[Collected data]
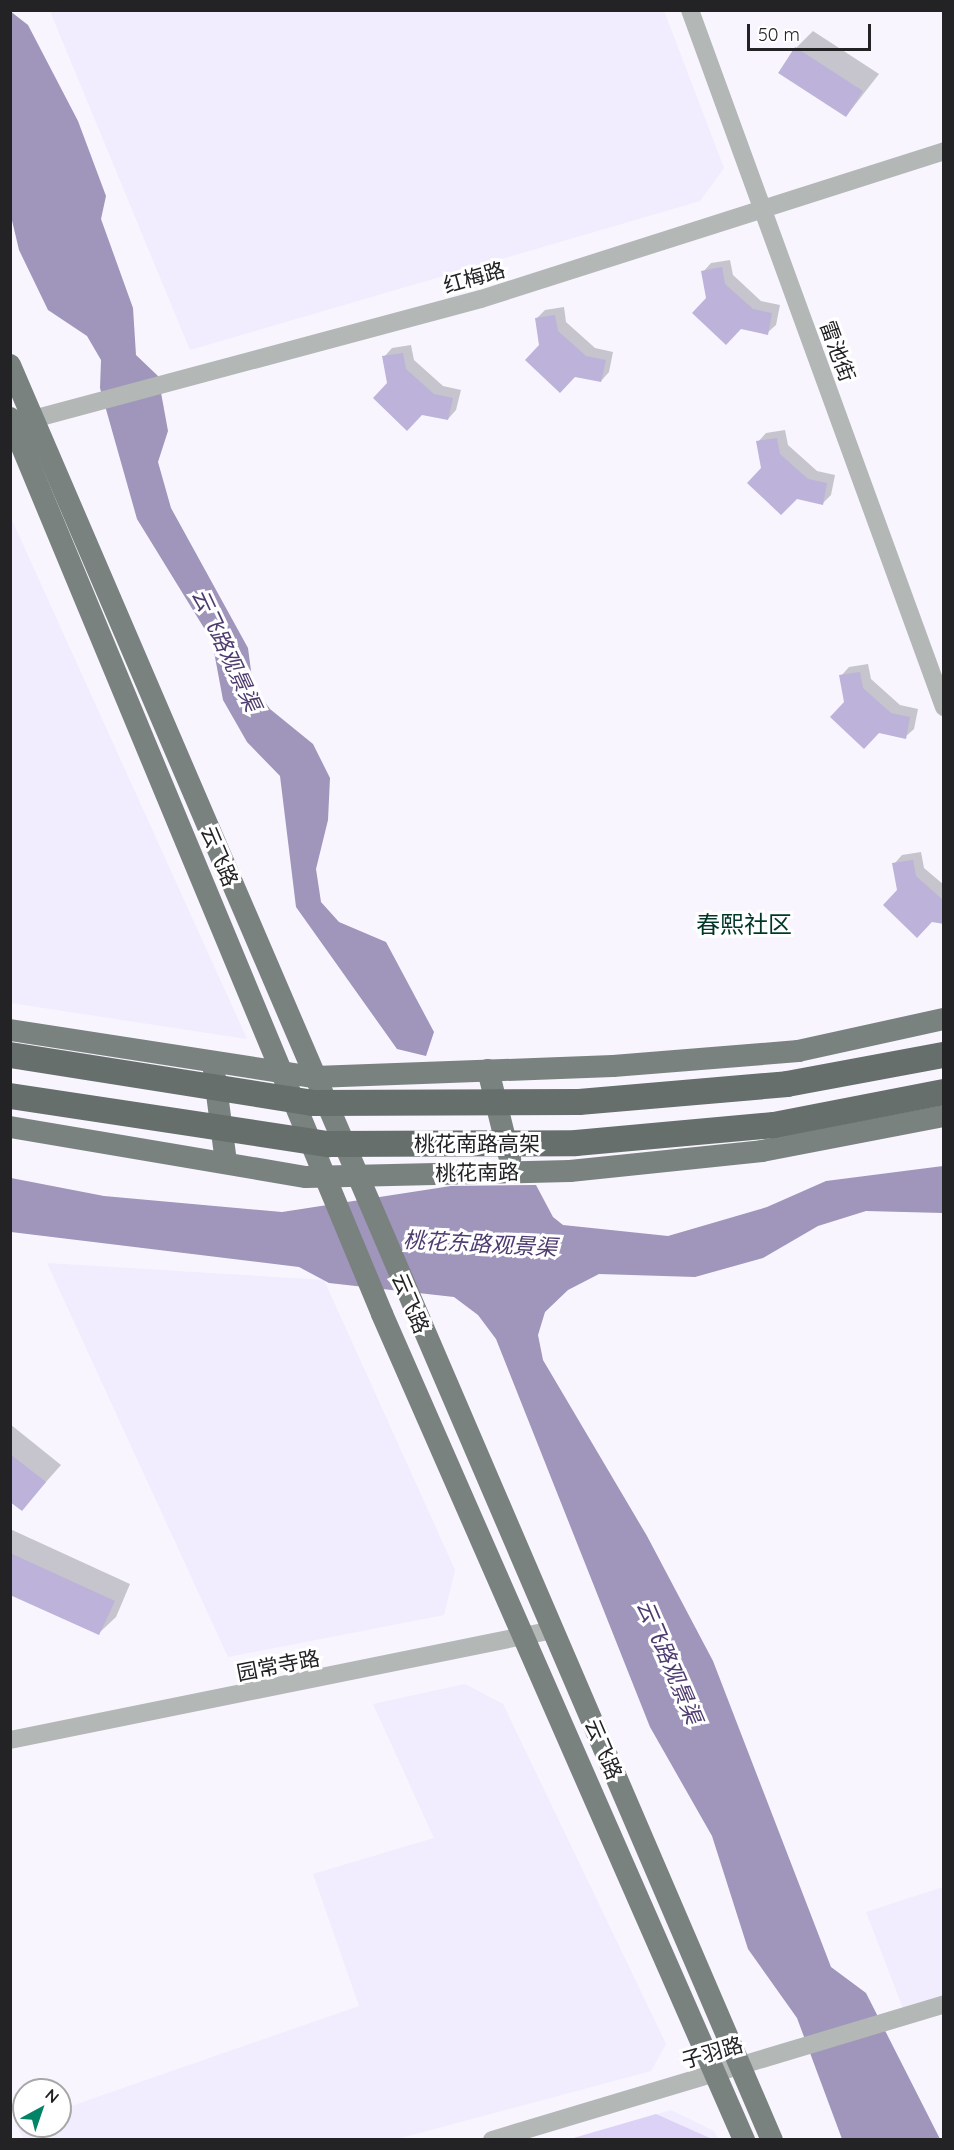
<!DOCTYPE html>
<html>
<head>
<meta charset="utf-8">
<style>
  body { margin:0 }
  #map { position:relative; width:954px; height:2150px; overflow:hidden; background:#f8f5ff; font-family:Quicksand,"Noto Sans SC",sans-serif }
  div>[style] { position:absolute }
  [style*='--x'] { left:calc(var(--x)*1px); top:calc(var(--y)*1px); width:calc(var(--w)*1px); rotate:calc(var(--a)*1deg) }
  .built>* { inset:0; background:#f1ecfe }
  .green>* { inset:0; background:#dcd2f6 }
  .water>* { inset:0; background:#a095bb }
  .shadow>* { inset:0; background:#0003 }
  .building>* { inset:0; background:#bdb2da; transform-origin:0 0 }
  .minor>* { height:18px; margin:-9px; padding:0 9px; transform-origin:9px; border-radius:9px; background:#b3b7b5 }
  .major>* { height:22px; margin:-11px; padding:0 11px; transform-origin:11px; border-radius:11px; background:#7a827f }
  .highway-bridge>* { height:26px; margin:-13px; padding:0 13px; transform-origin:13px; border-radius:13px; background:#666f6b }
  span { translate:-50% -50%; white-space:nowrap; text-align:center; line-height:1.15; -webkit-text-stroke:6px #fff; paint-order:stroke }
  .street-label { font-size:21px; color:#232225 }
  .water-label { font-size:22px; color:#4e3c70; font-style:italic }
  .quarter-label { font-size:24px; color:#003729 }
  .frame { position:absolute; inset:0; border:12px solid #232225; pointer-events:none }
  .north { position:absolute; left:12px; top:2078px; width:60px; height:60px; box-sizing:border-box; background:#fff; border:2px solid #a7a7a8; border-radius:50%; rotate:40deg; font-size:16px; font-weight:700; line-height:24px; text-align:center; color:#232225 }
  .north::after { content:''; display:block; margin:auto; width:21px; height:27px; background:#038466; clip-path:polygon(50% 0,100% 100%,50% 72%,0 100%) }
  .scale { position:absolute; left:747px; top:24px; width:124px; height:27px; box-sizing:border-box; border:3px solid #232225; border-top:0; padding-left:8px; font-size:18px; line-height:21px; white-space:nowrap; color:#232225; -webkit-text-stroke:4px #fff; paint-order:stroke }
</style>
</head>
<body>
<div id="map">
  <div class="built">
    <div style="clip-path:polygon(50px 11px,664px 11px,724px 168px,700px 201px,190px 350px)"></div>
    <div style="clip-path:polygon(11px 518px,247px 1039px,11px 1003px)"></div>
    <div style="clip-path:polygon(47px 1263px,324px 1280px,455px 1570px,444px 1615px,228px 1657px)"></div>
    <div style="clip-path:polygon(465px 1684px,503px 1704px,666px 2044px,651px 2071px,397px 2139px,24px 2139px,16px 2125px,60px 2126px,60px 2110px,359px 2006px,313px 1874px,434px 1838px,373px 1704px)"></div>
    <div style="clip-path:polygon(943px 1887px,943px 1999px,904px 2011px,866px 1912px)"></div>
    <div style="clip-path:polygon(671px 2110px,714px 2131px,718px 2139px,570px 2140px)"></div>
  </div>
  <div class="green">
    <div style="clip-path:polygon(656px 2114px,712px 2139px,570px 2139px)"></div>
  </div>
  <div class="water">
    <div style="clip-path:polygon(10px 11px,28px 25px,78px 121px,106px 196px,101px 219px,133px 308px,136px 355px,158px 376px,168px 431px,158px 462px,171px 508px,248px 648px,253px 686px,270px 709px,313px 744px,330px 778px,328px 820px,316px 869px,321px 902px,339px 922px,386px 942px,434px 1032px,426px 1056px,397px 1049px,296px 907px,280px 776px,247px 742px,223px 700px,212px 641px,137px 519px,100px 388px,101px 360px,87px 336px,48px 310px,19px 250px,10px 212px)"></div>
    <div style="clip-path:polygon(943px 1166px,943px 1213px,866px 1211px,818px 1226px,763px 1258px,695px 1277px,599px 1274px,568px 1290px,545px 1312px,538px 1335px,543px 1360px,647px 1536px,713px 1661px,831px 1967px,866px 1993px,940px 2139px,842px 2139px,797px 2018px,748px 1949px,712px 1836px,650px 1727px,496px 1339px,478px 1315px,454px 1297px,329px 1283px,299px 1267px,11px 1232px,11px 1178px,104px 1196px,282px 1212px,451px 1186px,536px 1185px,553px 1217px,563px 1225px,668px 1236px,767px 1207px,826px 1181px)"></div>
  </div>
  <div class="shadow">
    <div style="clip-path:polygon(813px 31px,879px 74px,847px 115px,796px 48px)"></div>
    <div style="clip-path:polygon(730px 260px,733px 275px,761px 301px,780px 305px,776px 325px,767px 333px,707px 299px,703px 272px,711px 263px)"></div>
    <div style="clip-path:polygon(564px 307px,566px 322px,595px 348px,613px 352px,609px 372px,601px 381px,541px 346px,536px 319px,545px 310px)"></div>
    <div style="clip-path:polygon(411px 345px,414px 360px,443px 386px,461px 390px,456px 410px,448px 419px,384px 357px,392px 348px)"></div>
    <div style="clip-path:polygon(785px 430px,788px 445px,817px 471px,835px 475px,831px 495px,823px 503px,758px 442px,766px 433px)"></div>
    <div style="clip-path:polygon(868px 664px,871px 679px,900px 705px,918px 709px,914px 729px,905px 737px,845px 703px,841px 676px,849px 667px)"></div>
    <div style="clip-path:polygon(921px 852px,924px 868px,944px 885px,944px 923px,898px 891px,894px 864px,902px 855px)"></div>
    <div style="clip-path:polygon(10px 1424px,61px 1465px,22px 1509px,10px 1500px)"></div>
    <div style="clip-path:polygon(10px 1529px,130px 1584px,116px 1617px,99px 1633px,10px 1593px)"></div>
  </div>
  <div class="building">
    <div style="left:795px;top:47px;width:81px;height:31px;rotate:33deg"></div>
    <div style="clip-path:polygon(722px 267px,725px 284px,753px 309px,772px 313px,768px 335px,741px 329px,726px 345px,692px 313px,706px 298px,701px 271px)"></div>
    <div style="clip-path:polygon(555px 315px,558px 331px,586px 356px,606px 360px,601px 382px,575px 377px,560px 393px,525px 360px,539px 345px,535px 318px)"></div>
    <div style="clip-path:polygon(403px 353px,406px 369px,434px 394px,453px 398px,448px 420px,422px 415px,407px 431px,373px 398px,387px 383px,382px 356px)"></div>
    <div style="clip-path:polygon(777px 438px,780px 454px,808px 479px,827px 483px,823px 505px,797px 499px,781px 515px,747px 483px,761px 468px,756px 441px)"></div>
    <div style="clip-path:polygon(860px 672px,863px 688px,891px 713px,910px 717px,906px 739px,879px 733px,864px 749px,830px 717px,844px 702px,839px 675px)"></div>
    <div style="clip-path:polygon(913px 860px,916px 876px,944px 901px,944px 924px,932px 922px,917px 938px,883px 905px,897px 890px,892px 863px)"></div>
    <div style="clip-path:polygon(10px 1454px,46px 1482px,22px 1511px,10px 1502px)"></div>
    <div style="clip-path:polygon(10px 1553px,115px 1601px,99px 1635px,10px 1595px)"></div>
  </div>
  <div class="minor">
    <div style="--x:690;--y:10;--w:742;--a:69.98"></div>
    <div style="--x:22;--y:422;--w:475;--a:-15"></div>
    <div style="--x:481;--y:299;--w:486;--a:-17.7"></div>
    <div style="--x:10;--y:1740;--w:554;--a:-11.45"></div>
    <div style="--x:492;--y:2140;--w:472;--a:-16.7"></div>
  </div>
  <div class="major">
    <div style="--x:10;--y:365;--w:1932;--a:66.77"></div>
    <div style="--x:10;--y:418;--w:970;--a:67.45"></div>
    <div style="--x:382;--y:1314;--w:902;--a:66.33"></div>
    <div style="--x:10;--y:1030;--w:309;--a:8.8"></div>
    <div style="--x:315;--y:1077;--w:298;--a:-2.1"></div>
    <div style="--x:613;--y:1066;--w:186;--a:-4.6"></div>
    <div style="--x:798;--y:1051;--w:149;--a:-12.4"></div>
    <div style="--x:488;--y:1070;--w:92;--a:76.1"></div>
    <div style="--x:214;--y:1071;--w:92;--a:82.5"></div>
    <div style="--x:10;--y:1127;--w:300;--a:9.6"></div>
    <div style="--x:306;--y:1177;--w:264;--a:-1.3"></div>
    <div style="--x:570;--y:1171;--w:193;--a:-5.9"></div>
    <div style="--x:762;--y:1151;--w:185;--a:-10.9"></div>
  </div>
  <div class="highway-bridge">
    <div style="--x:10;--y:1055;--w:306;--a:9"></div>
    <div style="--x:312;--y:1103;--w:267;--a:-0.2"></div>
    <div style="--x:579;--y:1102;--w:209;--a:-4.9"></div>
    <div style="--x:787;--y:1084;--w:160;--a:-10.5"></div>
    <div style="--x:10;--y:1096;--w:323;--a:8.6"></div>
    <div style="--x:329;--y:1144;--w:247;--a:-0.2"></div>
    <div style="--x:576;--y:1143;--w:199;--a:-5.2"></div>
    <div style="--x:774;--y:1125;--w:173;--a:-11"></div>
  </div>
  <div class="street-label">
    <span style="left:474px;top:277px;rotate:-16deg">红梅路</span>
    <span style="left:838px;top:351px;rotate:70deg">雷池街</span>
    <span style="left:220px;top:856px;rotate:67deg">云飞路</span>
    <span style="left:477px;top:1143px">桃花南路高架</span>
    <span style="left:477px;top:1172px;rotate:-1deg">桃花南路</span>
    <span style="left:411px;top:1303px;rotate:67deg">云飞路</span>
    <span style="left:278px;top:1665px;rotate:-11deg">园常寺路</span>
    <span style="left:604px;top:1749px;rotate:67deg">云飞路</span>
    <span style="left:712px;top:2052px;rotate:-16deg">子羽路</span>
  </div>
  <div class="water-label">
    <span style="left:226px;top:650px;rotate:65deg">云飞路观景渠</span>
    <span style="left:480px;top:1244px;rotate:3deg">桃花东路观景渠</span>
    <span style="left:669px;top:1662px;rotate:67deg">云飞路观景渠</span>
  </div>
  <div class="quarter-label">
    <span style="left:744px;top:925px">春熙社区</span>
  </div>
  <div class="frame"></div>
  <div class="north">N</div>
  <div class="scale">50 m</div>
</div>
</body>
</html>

Task description
Could you repeat exactly the lines from the first one of the records above through the line containing "position:relative; width:954px; height:2150px;", leaving out any pictures?

Task output
<!DOCTYPE html>
<html>
<head>
<meta charset="utf-8">
<style>
  body { margin:0 }
  #map { position:relative; width:954px; height:2150px; overflow:hidden; background:#f8f5ff; font-family:Quicksand,"Noto Sans SC",sans-serif }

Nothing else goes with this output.